■ Data excerpts:
----------------

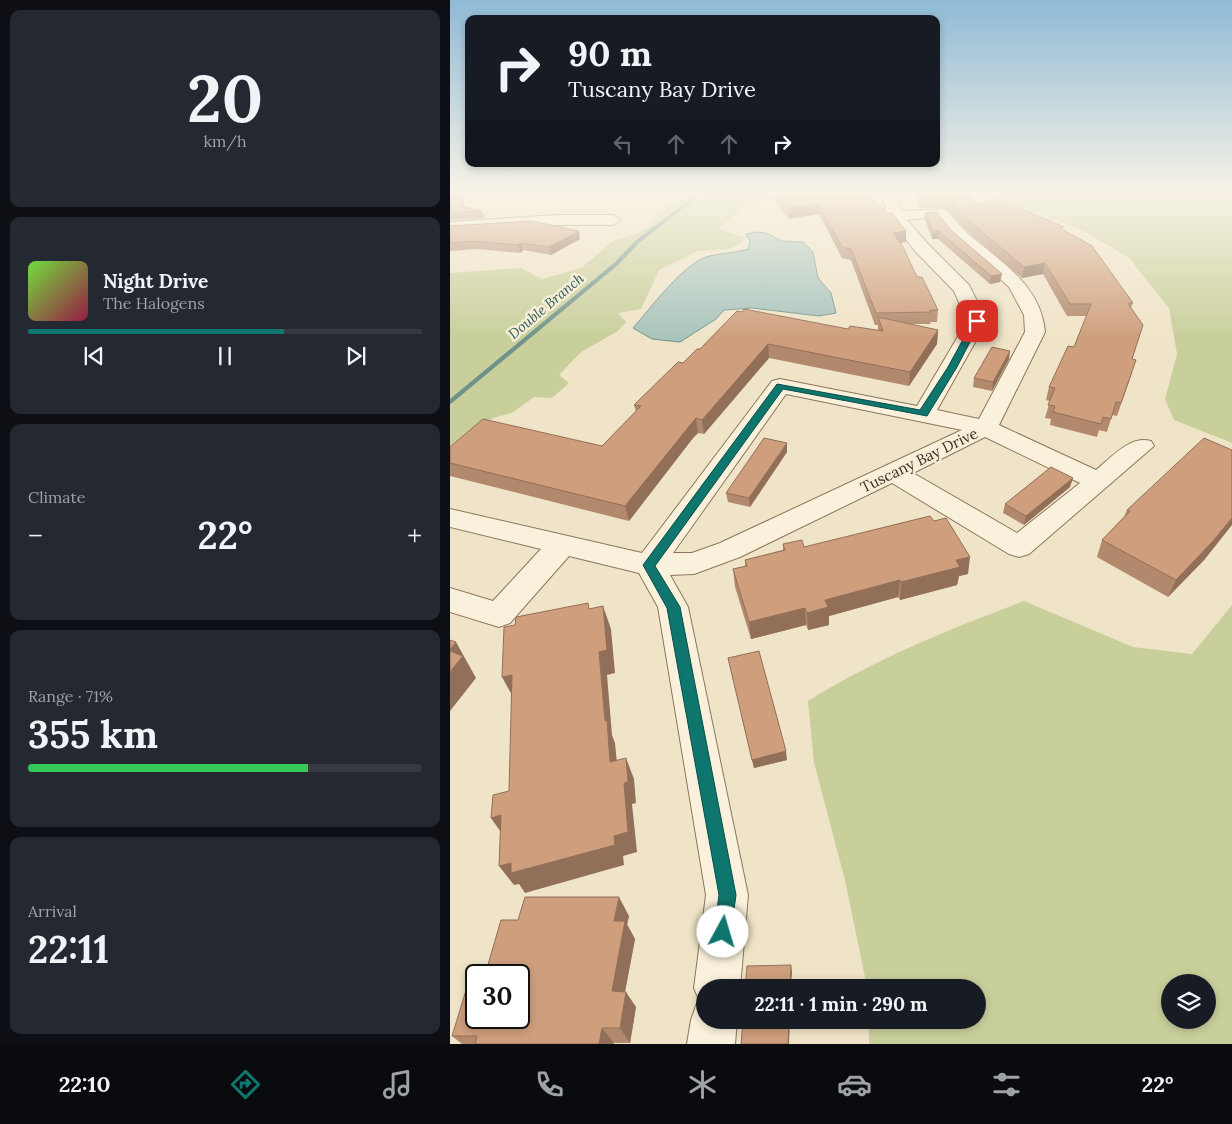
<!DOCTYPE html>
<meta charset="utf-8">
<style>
body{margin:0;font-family:Lora,serif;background:#242831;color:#f1f3f6;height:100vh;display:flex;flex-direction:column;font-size:19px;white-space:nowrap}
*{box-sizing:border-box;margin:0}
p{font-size:16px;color:#9ea1a6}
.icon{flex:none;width:28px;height:28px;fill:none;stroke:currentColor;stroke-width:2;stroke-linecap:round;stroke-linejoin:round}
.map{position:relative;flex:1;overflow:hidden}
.sheet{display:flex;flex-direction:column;gap:10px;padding:10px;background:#0d0f14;width:450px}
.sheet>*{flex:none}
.hud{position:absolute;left:15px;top:15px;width:475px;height:152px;border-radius:10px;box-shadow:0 2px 8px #0003;background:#171b24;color:#f1f3f6;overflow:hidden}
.buttons{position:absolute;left:711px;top:974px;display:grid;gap:10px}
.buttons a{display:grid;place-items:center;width:55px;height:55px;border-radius:50%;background:#171b24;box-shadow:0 2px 8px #0003;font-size:25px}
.speed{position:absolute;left:15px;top:964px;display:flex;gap:10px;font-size:25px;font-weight:700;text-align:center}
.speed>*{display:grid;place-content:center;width:65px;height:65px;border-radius:50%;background:#171b24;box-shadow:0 2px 8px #0003;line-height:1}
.speed .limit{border:2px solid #111;border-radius:8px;background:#fff;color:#111}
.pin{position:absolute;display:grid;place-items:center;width:42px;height:42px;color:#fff;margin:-21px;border-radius:10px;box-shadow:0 2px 8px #0006}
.me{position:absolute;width:55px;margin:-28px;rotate:6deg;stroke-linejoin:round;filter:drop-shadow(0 0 4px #0008)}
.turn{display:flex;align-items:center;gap:18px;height:105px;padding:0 20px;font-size:22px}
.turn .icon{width:65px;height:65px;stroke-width:2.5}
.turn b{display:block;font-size:35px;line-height:42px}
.lanes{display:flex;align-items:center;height:48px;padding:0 20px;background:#0003;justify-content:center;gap:25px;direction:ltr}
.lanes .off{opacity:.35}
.big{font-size:38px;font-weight:700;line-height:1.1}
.sheet .widget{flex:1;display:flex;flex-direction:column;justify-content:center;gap:8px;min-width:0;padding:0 18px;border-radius:10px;background:#242831}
.sheet .dial{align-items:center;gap:0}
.dial b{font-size:65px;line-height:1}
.song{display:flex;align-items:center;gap:15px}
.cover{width:60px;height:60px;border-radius:8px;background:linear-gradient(135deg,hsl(100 70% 55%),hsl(340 70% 35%))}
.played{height:5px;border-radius:2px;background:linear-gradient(90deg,#0f766e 65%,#363941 65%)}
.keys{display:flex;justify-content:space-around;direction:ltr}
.heat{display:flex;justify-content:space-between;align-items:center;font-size:28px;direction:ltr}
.charge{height:8px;border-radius:4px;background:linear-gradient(90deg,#34c759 71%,#363941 0)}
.trip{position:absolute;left:246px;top:979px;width:290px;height:50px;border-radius:25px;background:#171b24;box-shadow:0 2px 8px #0003;font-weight:700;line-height:50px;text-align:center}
.tab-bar{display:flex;height:80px;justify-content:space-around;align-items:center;background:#090b0e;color:#9ea1a6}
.tab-bar .icon{width:35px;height:35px}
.tab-bar .selected{color:#0f766e}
.tab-bar b{font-size:22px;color:#f1f3f6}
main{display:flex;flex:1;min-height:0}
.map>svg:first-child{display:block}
.green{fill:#c9cf9b;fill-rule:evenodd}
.water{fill:#a9c4bc;stroke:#6f938a}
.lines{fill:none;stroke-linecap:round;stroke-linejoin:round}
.stream{fill:#6f938a;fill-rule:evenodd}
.minor-casing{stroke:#8d765c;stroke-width:2}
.minor{fill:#faf1dc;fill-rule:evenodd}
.wall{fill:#b2896c}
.shaded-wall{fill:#916f58}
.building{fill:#cf9f7d;stroke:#916f58}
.route{fill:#0f766e;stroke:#0a4d48}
.labels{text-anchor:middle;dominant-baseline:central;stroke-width:5;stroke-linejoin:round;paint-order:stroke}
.far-water-label{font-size:14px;font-style:italic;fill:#2f5d5a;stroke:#f7eed8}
.street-label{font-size:15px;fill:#3d2e20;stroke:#f7eed8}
</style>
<main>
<section class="sheet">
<div class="widget dial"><b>20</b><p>km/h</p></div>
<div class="widget">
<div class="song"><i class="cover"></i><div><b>Night Drive</b><p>The Halogens</p></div></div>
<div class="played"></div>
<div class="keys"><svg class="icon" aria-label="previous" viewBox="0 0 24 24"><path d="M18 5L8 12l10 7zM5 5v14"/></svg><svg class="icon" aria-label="pause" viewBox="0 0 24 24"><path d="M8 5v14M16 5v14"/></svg><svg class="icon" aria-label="next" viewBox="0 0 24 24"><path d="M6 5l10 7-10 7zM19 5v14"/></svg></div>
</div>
<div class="widget"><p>Climate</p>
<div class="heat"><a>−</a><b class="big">22°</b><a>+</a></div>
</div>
<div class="widget"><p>Range · 71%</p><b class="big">355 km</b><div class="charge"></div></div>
<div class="widget"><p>Arrival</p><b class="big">22:11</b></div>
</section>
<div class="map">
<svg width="782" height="1044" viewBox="0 0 782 1044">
<rect width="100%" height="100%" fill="#f0e4c8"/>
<path class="green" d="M239 192H333L332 197 296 205 268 229 295 237 292 242 280 249 248 251 209 270 191 309 168 313 176 322 168 331 131 352 109 375 119 383 102 398 84 397 62 413 43 418 0 457V273L71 268 92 279 131 268 163 241 186 234 200 226 205 216Z
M542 192H782V443L724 420 715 399 727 354 719 308 679 258 634 231 546 197Z
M574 601 683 647 742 654 782 605V1044H419V1020H528V988L417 987 395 880 364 763 358 701C425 659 500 629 574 601ZM720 982H758V1020H720Z"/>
<path class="water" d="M306 232 316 233 332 241 353 242 363 252 368 278 381 293 386 313 369 316 302 308 274 310 266 319 230 342 202 339 183 328C201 308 233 263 259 256 272 253 285 253 298 249L300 242 296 234Z"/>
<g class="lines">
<path class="stream" d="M250 192H255L190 242 168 265 2 403 0 404V399L164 263 186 240Z"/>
<g class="minor-casing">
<path id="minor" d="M431 192H445L452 211 495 209C502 216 509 225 516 232 549 261 591 284 595 332L549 425 646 470C661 458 680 435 701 441L704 446 579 554 569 557 559 554 442 483 290 557 244 574 220 575 238 607 298 895 290 988H255V1020H287L285 1044H237L241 1020 247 1003 250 1002 244 988 256 895 208 607 189 573 119 556 60 623 49 627 0 612V588L43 601 91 549 0 527V509L192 553 322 381 330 379 467 406 517 321 504 291 465 251 438 216ZM486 217 503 237 559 287 574 315 575 332 529 419 487 410 537 321 519 285 477 243 457 220ZM336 394 512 430 270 543 242 553H223ZM535 437 630 483 567 533 463 473Z
M107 215H163L171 220 163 225H107L0 232V222Z"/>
</g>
<use href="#minor" class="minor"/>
</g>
<path class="wall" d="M0 192 14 199 13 207 32 211 35 218 0 220Z
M324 192H416L456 231V242L450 243 467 277 488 310 487 322H481L480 324H461L488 330 487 344 459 386 319 358 254 434 248 433 243 438 179 521 0 476V447L152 446 186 412 184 405 233 363 250 349 398 329 428 330V325H425L401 260 392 258 369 214 339 219 324 201Z
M464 192H519L525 205 613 230 683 303 681 308 682 373 667 416 662 415 657 432 649 430 647 437 600 425 601 419 595 418 600 401 596 400 599 387 624 347 636 316H617L593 274 572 278 517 231 496 208H470Z
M475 213 502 231 550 282 540 284 488 239H482L475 220Z
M0 226 130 239 101 255 73 250 71 253 26 249 0 251Z
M559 359 542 391 523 387 524 378Z
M337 443V452L300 507 278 502 276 493Z
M620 487 574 525 553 513 555 504Z
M677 510 755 559 718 597 647 557 652 540 674 517Z
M333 544 354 547 518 574 509 576 507 585 450 600 448 597 379 616V625L358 630 356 625 301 639 285 587 283 569 295 566V560L333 550Z
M278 658 337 760 304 768Z
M179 916 177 924 185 939 175 992 186 1007 180 1043H164L163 1044H12L2 1036 26 1018 68 920Z"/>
<path class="shaded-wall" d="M11 192 14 199 13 213 10 206Z
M369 204V214L339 219 338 208Z
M129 231 130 239 101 255 99 247Z
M456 231V242L443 243V233Z
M489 231 488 239H482L483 232Z
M71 243 73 250 71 253 68 245Z
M595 263 593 274 572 278 574 267Z
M552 274 550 282 540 284 541 276Z
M488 330 487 344 459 386 460 372Z
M318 344 319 358 254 434 252 420Z
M560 351 559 359 542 391 543 382Z
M246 418 248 433 243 438 179 521 175 506 241 424Z
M337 443V452L300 507 299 498Z
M623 478 620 487 574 525 576 516Z
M782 518V525L755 559 718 597 726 580Z
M520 557 518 574 509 576 507 585 450 600 451 582 506 560Z
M450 580 448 597 379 616V625L358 630 357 613 375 600Z
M153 606 161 629 165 673 157 675 162 735 165 743 169 784 160 762 155 721 149 652Z
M355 608 356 625 301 639 299 622Z
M6 642 26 678 0 711V649Z
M62 675 64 699 52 677Z
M336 751 337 760 304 768 302 760Z
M176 758 184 779 186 803 182 804 187 852 173 856 174 865 75 893 69 884 64 885 49 866 164 836 174 783Z
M51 815 55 838 41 818Z
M169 897 179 916 177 925 185 939 172 1007 162 991 164 921Z
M341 965 342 972 341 988H340Z
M176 992 186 1007 180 1043 170 1028Z
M339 1020H340L339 1044H338Z
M152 1028 164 1043 163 1044H149Z"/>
<path class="building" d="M0 192H11L10 206 32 211 0 213Z
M325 192H416L437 213H442L456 231 443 233 453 247 467 277H472L488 310H480L481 312 426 313 401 249 392 247 369 204 338 208Z
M468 192H519L525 205 545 199 554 201 614 227 610 228 642 246 683 303H679V305L693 325 682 359 686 360 671 403 666 402 661 419 653 417 651 424 603 412 605 406 598 405 605 388 599 387 618 346 624 347 641 304H620L595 263 574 267 518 220 497 197 471 198Z
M486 212 502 231 552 274 541 276 489 231 483 232 475 213Z
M81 221 129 231 99 247 71 243 68 245 23 241 0 243V226Z
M294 309 398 329 400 326 433 331 428 317 488 330 460 372 318 344 252 420 246 418 241 424 175 506 0 463V447L33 419 152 446 191 406 184 405 228 362 233 363 247 349H250L287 311 292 312Z
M542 347 560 351 543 382 524 378Z
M314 438 337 443 299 498 276 493Z
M754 438 782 450V518L763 541 726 580 652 540 680 511 677 510Z
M601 467 623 478 576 516 555 504Z
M480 516 484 521 496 518 520 557 506 560 510 567 451 582 450 580 375 600 378 607 357 613 355 608 299 622 283 569 297 566 295 560 335 550 333 544 352 540 354 547Z
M138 603 139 609 153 606 157 650 149 652 155 721 157 720 160 762 176 758 178 782 174 783 178 832 164 836 165 845 61 873V863L49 866 51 815 41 818 43 795 59 791 62 675 52 677 54 627 65 625 66 617Z
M0 640 6 642 0 649Z
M0 651 13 656 0 672Z
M309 651 336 751 302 760 278 658Z
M75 897H169L164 921H175L162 991 176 992 170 1028H152L149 1044H25L27 1036H2L17 987H26V1018H69V975H35L51 920H68Z
M341 965 340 988H295L297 966Z
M293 1020H339L338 1044H291Z"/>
<linearGradient id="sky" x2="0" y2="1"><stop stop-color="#8fbad6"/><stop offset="0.57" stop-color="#f8f3e6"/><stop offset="1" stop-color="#f8f3e6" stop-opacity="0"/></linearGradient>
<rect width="782" height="338" fill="url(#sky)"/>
<path class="route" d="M527 319 531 321 507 367 477 416 333 389 205 566 230 607 286 895 280 938 273 941 267 938 264 932 269 895 217 608 193 565 327 384 470 410 498 367 523 321Z"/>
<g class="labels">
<g class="far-water-label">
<text transform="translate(96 306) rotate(-40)">Double Branch</text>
</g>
<g class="street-label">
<text transform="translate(469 460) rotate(-26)">Tuscany Bay Drive</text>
</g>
</g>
</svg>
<div class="buttons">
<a><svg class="icon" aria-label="layers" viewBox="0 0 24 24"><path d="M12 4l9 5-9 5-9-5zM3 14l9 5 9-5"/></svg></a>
</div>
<div class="speed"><div class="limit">30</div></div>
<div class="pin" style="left:527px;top:321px;background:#d93025"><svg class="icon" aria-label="arrive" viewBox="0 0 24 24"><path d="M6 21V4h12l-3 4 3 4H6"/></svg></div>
<svg class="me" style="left:273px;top:932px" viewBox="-20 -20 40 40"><circle r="19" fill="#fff"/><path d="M0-13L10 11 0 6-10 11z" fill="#0f766e"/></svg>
<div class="trip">22:11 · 1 min · 290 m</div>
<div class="hud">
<div class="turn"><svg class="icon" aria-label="right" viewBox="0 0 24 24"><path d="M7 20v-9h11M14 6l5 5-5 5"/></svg><div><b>90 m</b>Tuscany Bay Drive</div></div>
<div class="lanes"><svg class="icon off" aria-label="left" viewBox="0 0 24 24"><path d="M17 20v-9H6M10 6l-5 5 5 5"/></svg><svg class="icon off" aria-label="ahead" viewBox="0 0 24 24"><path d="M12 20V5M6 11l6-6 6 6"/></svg><svg class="icon off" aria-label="ahead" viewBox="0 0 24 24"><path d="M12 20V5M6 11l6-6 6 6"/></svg><svg class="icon" aria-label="right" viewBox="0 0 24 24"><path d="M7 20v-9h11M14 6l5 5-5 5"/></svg></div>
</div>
</div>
</main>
<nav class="tab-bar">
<b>22:10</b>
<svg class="icon selected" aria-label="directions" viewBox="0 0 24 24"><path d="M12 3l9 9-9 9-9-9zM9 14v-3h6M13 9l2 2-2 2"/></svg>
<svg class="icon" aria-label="music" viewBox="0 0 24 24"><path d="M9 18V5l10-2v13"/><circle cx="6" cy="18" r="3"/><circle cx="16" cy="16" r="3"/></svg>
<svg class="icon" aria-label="phone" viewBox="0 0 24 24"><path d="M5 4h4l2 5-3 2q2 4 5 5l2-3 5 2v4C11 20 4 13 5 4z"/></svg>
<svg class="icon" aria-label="climate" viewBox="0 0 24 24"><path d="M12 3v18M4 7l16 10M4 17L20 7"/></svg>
<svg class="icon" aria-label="car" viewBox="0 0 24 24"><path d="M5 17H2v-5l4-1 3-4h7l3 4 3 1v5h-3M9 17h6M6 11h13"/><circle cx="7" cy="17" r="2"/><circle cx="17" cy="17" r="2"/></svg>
<svg class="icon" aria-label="filters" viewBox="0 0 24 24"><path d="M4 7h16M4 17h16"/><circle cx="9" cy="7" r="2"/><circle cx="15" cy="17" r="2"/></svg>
<b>22°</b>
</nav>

----------------

■ Task to carry out: Some lines of the data above may hold the word "speed"; report how many do, and nothing else.

■ Exercise answer: 4